It’s no secret that women tend to be in worse financial shape than men. According to BlackRock’s 2015 Annual Global Investor Pulse Survey of more than 4,000 Americans, women are more likely than men to have no savings or investments, and by some measures, women’s average account balances are dwarfed by men’s.
Part of this financial gender divide can be blamed on factors beyond females’ control. For instance, women typically live longer than men and more often end up as the primary caregivers for their children, elderly parents and spouses.
But certain common behaviors that can derail a woman’s finances are also to blame, including these three frequent mistakes women — and men — may want to avoid.
Mistake #1: Not managing careers strategically
While women’s increased education and labor force participation have narrowed the wage gap, women still tend to make less than men. Women make 79 cents for every dollar made by their male counterparts, and the average full-time working woman loses more than $460,000 over a 40-year period in wages due to wage inequality, corresponding to 12 additional work years.
Some of this wage gap can be explained by factors such as industry and hours, but behaviors may also have something to do with it. First, women are less likely to ask for a raise than men, at 47 percent vs. 60 percent. In addition, while men tend to get promoted based on potential and women based on past performance, men also apply for jobs when they only meet around 60 percent of the stated criteria, while women tend to only apply if they meet all requirements.
Some have attributed these behavioral differences to women’s lower confidence levels and fear of being perceived negatively for behaving assertively. Researchers have found that whereas men come across as straight shooters if they’re assertive, women tend to be perceived as pushy and aggressive and risk getting negative evaluations based on their personal style rather than work quality. In addition, women are also often socialized to follow rules, often too literally. They may not realize that doing a good job only gets them so far at work, and self-advocacy, mentors, sponsors and a better grasp of unspoken organizational dynamics are also needed.
Mistake #2: Only considering current income when deciding whether to leave the workforce and stay at home
In the U.S., women have a lower workforce participation rate than men—56.8 percent vs. 69.1 percent. This is partly because many women feel they can’t afford to continue working when they start a family, given the high cost of childcare.
But when making this decision, many women may just be comparing childcare costs with the pay information they have most readily available—their current salary rather than their full pay and benefit package, which may also include medical, life and long-term care insurance. This is a behavioral tendency known as the availability heuristic. Women may also exhibit what’s known as a present bias and just focus on their immediate income and state of mind rather than on the long-term income implications of giving up work. Such implications include the impact on any pensions as well as social security payments, which are derived from contributions during one’s working years.
In reality, however, weighing more than current pay against childcare is very important when it comes to future finances. In other words, women should make sure to think about their finances broadly when deciding to stay at home, and consider how difficult or easy it may be to return to a viable career track down the road.

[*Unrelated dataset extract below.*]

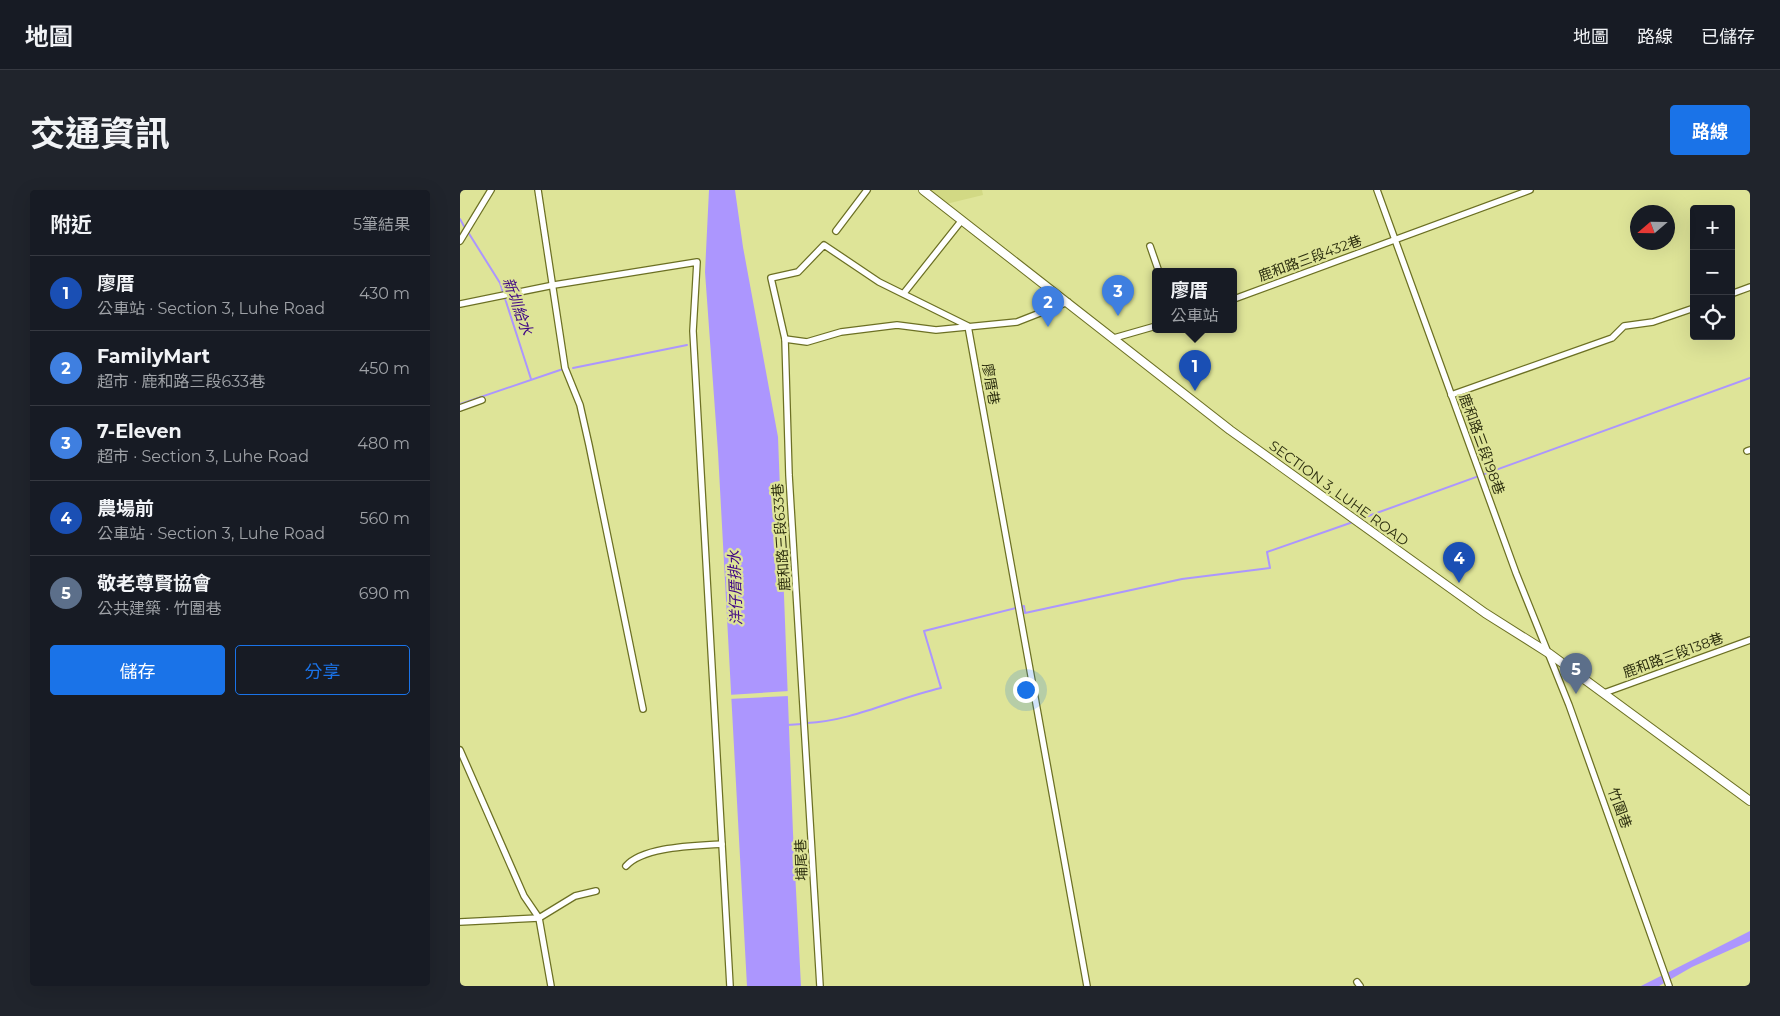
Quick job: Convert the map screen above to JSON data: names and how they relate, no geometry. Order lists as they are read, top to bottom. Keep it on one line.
{"streets":{"main road":["SECTION 3, LUHE ROAD"],"street":["鹿和路三段432巷","廖厝巷","鹿和路三段198巷","鹿和路三段633巷","鹿和路三段138巷","竹圍巷","埔尾巷"]},"crossings":[["鹿和路三段432巷","鹿和路三段198巷"],["鹿和路三段198巷","SECTION 3, LUHE ROAD"],["鹿和路三段198巷","竹圍巷"],["SECTION 3, LUHE ROAD","鹿和路三段138巷"],["SECTION 3, LUHE ROAD","竹圍巷"],["鹿和路三段633巷","埔尾巷"]],"water":["新圳給水","洋仔厝排水"],"north":"left","page":{"header":"地圖","nav":["地圖","路線","已儲存"],"title":"交通資訊","buttons":["路線",["儲存","分享"]],"heading":["附近","5筆結果"],"map_buttons":["+","−"],"list":[{"mark":"1","name":"廖厝","note":"公車站 · Section 3, Luhe Road","value":"430 m"},{"mark":"2","name":"FamilyMart","note":"超市 · 鹿和路三段633巷","value":"450 m"},{"mark":"3","name":"7-Eleven","note":"超市 · Section 3, Luhe Road","value":"480 m"},{"mark":"4","name":"農場前","note":"公車站 · Section 3, Luhe Road","value":"560 m"},{"mark":"5","name":"敬老尊賢協會","note":"公共建築 · 竹圍巷","value":"690 m"}],"popup":["廖厝","公車站"],"pins":["3","2","1","4","5"]}}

Even women who continue to work full-time for the same employer for a couple of years after having a child see a drop in earnings of 14 percent, but professional women who take time off to raise children often see a much steeper “mommy penalty,” with female MBAs who take 18 months off reportedly earning 41 percent less on average than male MBAs.
Mistake #3: Ceding control of finances to their spouses
According to retirement studies conducted by Fidelity, while couples tend to make the bulk of their day-to-day financial decisions jointly, women are less likely to be the primary decision makers. When it comes to retirement decisions, men are significantly more likely than women to see their role as being the primary decision maker, and both women and men are more confident in men’s ability to assume full financial responsibility if needed, according to the studies. Meanwhile, Generation X and Generation Y women appear to be playing an even smaller role in couples’ finances than baby boomer women.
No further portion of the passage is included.